Editorial: Advisement system flawed, students pay the price

Casey Orledge/THE REVIEW
The university advisement system leaves students stressed and forces them to do everything themselves.

Spring registration is just around the corner and the pressure is palpable. Students are rushing to squeeze in advisement appointments, scouring RateMyProfessor reviews and, for the seniors, checking all the boxes to ensure a timely graduation.

It is a risky game. One wrong credit hour could potentially force someone into an additional semester. One semester gone awry can seriously impede a student’s college experience. One bad piece of advice from an advisor can lead a student’s entire academic career astray, potentially derailing not only their future careers, but their financial stability.

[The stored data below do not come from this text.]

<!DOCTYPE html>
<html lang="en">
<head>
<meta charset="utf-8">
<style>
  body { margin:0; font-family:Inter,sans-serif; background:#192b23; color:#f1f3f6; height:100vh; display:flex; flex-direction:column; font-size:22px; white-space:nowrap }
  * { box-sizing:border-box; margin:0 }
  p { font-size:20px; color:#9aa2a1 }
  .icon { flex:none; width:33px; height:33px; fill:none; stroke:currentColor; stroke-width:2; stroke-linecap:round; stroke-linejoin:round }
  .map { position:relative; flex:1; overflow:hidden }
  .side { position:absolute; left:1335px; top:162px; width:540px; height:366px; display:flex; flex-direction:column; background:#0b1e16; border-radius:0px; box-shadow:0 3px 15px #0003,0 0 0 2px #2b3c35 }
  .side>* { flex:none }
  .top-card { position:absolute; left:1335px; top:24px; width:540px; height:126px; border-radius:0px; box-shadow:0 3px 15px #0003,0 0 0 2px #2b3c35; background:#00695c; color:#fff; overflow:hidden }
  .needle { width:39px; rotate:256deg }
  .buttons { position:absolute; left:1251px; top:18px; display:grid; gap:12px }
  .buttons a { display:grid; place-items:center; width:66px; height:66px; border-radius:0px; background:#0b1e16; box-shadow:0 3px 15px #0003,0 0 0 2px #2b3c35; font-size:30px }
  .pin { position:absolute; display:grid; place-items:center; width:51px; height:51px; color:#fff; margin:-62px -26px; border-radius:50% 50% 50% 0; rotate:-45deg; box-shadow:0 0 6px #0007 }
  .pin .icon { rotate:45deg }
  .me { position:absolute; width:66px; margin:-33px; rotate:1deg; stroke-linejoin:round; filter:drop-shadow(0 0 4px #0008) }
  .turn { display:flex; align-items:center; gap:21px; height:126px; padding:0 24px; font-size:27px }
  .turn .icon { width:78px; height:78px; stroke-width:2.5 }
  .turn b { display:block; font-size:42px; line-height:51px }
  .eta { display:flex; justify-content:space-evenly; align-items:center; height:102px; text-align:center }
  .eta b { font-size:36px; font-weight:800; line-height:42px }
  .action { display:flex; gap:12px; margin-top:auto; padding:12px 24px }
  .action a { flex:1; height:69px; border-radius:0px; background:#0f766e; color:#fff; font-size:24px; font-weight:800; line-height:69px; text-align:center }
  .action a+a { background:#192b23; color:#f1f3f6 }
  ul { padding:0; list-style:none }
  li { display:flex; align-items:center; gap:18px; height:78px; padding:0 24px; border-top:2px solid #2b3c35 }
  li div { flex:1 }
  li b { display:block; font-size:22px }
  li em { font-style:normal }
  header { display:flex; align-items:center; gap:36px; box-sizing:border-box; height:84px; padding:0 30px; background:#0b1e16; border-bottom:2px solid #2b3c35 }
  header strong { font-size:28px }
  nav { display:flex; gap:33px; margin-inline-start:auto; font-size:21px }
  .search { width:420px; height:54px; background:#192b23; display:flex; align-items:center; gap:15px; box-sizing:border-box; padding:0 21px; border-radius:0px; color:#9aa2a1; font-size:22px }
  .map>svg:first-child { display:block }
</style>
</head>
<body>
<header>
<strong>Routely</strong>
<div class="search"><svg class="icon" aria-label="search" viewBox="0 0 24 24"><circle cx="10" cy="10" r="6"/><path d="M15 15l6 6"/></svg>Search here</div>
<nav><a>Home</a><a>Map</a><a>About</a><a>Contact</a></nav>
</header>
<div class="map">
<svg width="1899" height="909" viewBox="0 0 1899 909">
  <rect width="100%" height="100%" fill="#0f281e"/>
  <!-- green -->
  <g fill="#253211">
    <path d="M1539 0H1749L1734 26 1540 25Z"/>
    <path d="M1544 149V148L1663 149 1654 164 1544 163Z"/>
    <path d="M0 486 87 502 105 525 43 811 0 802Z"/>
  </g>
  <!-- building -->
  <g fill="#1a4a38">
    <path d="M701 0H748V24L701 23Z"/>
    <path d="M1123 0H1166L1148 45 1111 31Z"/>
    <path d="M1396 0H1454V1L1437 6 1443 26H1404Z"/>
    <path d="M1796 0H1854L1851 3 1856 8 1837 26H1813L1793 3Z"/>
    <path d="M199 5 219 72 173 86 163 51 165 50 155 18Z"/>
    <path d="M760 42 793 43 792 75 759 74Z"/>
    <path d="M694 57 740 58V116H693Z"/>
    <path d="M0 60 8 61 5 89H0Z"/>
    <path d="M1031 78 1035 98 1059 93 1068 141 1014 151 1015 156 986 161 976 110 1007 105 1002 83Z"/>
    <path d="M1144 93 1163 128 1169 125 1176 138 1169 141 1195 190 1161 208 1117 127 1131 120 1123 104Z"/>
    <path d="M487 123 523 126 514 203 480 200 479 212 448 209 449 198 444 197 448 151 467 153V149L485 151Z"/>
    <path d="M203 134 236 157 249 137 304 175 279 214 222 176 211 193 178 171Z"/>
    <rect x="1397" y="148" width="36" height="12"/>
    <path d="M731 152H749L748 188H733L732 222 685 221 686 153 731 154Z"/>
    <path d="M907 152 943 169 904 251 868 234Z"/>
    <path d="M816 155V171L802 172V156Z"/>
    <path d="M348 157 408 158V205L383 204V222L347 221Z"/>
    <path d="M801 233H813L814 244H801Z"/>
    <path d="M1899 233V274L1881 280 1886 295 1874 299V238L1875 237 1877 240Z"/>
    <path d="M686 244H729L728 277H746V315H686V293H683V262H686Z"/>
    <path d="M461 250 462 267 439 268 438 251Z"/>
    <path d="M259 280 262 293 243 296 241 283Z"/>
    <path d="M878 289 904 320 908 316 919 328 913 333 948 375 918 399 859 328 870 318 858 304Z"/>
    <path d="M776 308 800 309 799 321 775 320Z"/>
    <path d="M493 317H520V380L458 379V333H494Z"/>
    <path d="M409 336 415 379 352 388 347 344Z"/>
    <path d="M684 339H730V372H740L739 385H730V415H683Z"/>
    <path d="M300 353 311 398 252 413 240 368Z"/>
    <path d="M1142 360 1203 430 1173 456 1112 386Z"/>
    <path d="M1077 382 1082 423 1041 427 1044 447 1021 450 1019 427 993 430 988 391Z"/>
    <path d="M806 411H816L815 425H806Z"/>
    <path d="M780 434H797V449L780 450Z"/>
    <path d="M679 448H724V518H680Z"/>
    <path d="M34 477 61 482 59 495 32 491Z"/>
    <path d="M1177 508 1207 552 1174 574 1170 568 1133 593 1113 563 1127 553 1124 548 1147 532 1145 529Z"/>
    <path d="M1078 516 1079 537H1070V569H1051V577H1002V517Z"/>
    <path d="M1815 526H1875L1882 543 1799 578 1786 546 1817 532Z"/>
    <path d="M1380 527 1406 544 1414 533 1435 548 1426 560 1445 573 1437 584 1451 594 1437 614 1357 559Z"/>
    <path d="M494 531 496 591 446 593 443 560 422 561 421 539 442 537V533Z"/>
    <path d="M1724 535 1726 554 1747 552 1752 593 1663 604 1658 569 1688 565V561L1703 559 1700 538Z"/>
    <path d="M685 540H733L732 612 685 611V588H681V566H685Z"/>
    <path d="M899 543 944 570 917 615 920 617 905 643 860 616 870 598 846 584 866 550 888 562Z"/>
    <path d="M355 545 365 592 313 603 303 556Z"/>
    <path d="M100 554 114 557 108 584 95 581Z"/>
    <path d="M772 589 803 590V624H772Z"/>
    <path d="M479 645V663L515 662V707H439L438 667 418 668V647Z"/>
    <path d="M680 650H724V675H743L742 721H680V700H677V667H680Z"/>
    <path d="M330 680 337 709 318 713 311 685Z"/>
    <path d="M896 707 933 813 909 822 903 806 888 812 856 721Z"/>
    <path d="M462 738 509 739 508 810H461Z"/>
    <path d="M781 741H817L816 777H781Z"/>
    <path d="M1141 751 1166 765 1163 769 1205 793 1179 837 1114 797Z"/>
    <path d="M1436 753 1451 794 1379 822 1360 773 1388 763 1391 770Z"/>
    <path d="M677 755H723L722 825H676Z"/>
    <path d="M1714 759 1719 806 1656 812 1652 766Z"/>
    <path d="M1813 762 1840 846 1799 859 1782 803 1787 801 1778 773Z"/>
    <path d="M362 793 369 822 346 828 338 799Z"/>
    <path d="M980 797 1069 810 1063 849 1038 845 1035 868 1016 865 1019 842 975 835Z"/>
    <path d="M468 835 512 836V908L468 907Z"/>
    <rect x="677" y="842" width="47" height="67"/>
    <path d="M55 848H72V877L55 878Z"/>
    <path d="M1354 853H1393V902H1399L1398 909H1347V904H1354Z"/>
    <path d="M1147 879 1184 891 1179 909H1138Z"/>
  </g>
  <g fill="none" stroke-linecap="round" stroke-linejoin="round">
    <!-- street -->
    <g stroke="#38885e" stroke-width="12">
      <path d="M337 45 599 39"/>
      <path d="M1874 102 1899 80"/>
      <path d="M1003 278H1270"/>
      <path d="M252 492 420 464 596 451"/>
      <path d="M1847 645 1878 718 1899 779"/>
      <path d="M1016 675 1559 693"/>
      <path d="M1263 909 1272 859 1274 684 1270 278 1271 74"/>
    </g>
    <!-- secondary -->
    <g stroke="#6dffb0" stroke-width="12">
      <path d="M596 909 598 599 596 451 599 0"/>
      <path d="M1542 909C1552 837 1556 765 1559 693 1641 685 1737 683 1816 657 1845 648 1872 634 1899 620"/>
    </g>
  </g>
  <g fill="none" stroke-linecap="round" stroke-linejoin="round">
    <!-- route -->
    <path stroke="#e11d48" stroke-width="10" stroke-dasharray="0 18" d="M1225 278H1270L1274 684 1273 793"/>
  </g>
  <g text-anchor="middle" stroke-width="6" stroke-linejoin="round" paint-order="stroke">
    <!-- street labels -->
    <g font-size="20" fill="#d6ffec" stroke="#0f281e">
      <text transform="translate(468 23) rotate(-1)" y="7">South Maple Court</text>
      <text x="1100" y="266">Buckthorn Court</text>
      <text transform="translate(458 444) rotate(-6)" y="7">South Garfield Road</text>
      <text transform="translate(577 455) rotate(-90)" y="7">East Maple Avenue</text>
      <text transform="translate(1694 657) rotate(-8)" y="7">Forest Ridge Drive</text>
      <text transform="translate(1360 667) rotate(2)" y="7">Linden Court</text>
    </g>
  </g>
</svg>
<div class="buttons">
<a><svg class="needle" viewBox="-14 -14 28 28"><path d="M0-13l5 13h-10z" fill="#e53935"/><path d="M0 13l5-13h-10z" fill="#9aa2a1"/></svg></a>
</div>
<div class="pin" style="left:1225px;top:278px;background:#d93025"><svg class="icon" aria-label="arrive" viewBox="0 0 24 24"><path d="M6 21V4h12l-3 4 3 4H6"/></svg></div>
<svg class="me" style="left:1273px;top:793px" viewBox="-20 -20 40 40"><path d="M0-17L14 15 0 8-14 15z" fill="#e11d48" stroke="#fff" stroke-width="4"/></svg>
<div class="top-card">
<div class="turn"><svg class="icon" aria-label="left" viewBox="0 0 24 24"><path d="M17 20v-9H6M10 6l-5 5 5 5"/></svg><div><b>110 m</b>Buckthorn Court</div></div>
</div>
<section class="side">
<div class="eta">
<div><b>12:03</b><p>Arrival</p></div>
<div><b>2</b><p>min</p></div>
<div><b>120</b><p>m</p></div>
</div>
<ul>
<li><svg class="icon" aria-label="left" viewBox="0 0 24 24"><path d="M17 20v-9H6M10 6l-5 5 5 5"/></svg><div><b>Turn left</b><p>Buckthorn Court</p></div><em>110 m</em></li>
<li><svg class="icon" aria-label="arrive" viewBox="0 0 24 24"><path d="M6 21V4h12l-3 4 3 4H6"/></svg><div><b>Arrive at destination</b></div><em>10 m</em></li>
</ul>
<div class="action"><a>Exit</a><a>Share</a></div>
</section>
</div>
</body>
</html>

The cost of college has risen to insurmountable heights. Student debt stands at $1.3 trillion and has quadrupled over the last decade. A college degree is meant to open doors and provide opportunities, but with the pressure of gaining independence post-graduation, the liberating nature is deterred. $16,000 per semester for out-of-state students is a major deal. If a student is forced into an extra semester, the college debt continues to build.

With the majority of college students incurring debt at some point in their four, if not more years at college, the margin of error is slimmer than ever. Competition to secure internships, jobs, recommendations and scholarship money is increasing as application numbers rise, leaving less of these limited opportunities to go around. To a student adjusting to college though, this news may strike them as surprising. A swirl of potential classes, majors, minors, clubs and activities can be disorienting, especially to a first- or second-year student struggling to specify exactly what they want to make of their college experience.

Advisors are meant to act as reassuring guidances for both first-year students adjusting to the commotion of college and upper-division students alike.

However, many at the university have reported having less-than-helpful experiences with their advisors, and this lack of direction has cost students valuable money and time.

The university should take after other schools to improve their advisement.

Temple University for example, another large, neighboring public university, deals with advisement concerns differently. Instead of utilizing professors, who often have full schedules balancing teaching and research obligations, Temple hires professional advisors whose sole jobs are to assist students with registration.

With this, professionals have a more linear focus, and a more active role, in selecting courses that will help students graduate on time. They are often more approachable and have more availability than advisors who double as professors

Every summer, professional advisors at Temple are educated on the changes that occur within their respective departments, and this knowledge is then reflected and distributed to their students.

Along with this, advisors focus on students that are at a higher risk for dropping out. This includes first-generation students, students who work more than 20 hours per week and students with troubled high school transcripts. This specification allows advisors to adjust their approach to each individual student and the student’s needs.

Specifically at the university, changes can be made to our New Student Orientation (NSO) process. Many students note that their advisor was not knowledgeable about registration and in some scenarios, was not a professor of their intended major.

Oftentimes, when students realize they need help, it’s too late.